MARTHA'S VINEYARD: REFUGE FROM CHAOTIC AMERICA
Story and photography
by Eric Anderson











Such diversity on one land mass is fascinating. Edgartown, for example, is upscale with whaling captains' old homes, a superb whaling museum with great exhibits, a much-photographed lighthouse and picturesque churches. Oak Bluffs, a former Methodist retreat, is more informal and lively with its 1000 famous Victorian gingerbread cottages and Flying Horses Carousel, listed on the National Register as the oldest in the United States. Vineyard Haven (part of Tisbury) is the year-round port and more commercial. Those two latter towns boast the East Chop and West Chop Lighthouses.
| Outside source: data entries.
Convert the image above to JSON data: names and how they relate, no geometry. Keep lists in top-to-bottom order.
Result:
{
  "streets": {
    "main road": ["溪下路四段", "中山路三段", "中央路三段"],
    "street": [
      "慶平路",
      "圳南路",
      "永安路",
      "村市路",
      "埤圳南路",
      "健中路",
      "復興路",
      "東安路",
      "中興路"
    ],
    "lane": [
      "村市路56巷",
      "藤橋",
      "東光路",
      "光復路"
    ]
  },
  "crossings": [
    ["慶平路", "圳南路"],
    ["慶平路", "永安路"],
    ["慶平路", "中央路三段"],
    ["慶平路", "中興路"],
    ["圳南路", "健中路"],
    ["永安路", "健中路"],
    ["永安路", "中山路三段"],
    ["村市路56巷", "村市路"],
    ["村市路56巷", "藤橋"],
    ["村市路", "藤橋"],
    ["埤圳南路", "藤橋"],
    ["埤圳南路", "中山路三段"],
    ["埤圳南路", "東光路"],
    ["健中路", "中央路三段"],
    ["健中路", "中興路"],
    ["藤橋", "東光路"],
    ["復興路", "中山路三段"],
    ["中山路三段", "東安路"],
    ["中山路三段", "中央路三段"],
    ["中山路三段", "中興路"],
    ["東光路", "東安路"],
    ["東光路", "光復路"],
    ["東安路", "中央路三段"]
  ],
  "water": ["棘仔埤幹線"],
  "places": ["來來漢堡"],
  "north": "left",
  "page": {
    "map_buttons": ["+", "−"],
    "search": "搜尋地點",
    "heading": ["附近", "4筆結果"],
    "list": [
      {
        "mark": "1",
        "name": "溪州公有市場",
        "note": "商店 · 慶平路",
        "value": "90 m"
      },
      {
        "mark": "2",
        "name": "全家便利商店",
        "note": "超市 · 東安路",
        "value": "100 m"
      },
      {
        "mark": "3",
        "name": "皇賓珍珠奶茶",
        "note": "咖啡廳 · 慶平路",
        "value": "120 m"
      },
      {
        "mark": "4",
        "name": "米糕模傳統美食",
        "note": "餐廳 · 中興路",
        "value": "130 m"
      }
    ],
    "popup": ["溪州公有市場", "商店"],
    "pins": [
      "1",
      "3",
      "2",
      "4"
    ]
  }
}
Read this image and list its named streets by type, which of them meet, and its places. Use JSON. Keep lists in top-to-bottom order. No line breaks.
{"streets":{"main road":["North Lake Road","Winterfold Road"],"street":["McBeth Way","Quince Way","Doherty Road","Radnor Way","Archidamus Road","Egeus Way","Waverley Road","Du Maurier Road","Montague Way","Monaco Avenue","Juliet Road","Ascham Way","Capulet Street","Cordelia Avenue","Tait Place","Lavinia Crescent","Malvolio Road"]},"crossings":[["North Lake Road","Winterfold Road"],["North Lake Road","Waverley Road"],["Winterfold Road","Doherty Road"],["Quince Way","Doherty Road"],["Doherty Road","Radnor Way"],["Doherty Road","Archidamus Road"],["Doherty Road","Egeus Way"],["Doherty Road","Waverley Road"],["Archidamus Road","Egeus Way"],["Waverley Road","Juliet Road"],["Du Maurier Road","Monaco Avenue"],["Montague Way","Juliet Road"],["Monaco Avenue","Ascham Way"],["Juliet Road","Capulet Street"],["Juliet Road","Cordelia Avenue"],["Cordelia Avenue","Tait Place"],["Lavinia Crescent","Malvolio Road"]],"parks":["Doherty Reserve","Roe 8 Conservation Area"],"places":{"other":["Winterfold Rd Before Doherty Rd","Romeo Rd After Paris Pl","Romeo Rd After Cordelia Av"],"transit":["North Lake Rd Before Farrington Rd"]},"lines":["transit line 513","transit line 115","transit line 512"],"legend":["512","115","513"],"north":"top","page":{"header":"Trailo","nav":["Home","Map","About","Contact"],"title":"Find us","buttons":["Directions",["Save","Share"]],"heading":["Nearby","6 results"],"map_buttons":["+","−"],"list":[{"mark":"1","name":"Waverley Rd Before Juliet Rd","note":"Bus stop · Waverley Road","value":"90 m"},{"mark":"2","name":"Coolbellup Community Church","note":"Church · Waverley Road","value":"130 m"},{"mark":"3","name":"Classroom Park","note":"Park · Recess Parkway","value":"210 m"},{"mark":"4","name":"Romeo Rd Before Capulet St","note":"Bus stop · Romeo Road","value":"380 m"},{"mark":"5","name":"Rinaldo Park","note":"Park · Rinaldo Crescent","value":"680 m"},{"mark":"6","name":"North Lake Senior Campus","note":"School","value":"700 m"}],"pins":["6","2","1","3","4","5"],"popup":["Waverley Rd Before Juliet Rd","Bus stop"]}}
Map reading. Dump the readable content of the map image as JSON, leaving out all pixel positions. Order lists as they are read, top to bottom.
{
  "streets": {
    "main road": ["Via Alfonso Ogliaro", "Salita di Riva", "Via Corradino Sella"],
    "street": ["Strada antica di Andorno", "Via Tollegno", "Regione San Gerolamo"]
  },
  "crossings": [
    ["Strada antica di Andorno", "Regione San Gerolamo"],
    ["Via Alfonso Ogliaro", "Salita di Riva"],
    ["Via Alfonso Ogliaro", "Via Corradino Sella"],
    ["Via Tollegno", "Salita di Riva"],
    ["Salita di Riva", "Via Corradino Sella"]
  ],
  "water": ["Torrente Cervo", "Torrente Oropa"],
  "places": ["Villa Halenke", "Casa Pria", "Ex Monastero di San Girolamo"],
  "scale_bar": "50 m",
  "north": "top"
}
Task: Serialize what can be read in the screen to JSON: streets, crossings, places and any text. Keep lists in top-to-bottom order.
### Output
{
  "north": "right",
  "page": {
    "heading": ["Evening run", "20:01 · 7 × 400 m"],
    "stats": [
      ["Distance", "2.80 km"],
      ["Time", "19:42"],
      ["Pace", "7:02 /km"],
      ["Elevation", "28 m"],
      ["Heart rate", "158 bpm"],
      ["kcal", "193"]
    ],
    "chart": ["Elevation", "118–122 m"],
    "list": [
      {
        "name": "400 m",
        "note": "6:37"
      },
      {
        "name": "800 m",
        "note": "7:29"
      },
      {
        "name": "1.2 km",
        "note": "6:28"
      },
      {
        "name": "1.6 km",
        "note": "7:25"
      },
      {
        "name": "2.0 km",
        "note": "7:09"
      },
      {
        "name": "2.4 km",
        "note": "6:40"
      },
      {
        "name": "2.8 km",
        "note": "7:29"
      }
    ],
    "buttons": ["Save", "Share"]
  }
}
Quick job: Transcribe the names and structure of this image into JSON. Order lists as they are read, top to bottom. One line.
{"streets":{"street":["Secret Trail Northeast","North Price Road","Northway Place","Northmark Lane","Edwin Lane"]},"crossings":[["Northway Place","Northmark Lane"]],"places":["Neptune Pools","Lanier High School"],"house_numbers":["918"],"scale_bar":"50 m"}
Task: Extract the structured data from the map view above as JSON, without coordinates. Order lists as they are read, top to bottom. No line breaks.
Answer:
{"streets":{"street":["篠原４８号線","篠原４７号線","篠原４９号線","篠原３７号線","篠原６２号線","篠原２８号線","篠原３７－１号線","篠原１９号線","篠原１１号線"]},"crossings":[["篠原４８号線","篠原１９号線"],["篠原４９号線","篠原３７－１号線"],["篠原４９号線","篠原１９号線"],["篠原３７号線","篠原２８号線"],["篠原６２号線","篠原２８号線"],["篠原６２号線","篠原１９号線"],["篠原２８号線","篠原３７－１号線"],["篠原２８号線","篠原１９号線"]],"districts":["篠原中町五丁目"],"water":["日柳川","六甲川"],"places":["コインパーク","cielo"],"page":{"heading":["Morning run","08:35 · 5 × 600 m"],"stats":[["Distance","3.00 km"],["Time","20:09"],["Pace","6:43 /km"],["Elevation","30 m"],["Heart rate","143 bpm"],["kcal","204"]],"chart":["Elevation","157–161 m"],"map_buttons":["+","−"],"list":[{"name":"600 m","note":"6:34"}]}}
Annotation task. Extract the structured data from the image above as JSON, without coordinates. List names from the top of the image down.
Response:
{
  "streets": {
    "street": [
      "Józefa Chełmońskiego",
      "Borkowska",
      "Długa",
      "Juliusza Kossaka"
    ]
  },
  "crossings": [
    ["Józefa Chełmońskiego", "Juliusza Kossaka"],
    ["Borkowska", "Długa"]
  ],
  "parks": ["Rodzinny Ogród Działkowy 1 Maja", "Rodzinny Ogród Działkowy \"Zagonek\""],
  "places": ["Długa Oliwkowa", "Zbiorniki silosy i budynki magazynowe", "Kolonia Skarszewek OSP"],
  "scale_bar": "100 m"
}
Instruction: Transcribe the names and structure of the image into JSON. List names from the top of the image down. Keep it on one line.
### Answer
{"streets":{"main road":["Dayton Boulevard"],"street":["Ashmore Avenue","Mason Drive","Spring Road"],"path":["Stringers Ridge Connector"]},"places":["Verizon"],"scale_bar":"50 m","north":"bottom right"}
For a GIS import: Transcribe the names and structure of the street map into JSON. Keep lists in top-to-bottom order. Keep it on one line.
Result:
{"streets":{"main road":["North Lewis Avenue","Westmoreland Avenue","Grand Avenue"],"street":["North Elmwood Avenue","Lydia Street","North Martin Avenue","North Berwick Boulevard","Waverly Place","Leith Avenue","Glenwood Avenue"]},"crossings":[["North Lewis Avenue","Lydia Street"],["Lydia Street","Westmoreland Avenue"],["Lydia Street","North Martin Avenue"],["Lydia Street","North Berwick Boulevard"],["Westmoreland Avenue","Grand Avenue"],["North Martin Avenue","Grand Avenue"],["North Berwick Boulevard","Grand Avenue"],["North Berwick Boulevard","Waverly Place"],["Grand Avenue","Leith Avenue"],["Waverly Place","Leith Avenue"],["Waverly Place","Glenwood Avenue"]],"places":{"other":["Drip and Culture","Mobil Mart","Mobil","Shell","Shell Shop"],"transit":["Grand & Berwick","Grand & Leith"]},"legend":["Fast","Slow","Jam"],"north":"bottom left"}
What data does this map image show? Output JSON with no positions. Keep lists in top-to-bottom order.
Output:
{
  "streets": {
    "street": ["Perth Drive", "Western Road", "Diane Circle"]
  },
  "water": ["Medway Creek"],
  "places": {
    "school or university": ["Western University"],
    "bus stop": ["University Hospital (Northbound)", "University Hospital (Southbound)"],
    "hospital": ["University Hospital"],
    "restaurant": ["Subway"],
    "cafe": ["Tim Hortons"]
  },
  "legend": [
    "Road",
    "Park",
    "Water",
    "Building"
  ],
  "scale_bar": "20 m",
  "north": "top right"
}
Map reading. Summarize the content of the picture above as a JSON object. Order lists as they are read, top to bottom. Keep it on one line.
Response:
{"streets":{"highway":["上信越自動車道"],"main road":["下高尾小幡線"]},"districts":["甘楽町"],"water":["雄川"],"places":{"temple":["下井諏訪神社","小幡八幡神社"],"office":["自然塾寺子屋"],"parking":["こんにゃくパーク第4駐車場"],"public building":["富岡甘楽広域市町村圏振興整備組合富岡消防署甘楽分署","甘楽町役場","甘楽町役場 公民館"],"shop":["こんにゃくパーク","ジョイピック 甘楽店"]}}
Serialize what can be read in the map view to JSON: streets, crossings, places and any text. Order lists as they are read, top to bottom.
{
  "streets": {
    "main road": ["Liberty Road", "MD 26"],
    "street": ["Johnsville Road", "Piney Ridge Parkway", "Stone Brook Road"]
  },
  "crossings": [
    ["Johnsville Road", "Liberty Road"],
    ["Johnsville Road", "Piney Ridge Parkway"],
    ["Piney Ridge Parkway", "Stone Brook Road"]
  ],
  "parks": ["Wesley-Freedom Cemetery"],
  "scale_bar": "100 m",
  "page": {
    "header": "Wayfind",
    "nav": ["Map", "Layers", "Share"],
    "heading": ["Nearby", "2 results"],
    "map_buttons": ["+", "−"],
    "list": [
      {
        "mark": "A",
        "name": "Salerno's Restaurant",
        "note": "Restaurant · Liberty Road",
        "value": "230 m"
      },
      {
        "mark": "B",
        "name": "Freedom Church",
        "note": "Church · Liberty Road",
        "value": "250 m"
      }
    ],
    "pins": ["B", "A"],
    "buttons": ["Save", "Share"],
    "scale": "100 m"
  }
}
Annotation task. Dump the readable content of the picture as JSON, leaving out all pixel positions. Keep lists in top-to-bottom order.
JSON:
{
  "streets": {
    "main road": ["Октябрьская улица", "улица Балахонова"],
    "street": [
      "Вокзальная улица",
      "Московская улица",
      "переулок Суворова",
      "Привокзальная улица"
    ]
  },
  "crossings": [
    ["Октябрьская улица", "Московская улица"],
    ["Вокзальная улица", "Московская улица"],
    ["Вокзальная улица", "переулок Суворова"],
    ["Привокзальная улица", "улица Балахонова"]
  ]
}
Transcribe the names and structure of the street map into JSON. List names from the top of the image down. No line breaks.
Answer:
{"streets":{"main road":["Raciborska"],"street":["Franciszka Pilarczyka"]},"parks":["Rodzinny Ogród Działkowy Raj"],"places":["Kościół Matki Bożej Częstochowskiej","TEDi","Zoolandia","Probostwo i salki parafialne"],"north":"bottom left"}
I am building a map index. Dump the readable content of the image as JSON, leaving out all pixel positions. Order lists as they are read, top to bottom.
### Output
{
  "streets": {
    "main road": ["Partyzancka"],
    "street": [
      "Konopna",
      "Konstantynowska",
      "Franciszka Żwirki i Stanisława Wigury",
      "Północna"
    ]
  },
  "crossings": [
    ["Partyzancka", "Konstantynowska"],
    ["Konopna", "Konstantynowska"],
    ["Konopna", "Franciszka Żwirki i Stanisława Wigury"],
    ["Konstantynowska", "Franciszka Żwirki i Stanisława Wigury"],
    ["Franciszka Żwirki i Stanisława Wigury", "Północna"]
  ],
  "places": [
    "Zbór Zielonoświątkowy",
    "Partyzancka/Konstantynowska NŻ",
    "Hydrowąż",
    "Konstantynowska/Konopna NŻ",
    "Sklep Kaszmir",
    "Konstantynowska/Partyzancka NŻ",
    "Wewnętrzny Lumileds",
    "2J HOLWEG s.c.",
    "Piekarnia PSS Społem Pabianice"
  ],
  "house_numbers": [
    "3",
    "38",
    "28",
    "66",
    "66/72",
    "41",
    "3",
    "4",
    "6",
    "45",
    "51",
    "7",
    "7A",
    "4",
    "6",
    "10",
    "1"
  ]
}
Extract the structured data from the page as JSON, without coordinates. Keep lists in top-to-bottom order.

Aquinnah, the most westerly town, the home of the original Wampanoag Indian tribe, has the fourth lighthouse, the Gay Head Light that looks down on the ever-eroding Clay Cliffs. (The fifth lighthouse, on Chappaquiddick, protects the most easterly approach to the island.). Chilmark which has the fishing village of Menemsha is liberal and rural with rolling hills and stone-walled sheep farms. West Tisbury is more the typical New England village. "Just don't expect your map reading to be easy," says Brooks. "West Tisbury and North Tisbury are both south of Tisbury. Otherwise some of the names are logical: Bend in the Road Beach, for example, and Music Street in West Tisbury which got its name because, at one time, every house on the street had a piano."  
In some towns it seems every street has a restaurant.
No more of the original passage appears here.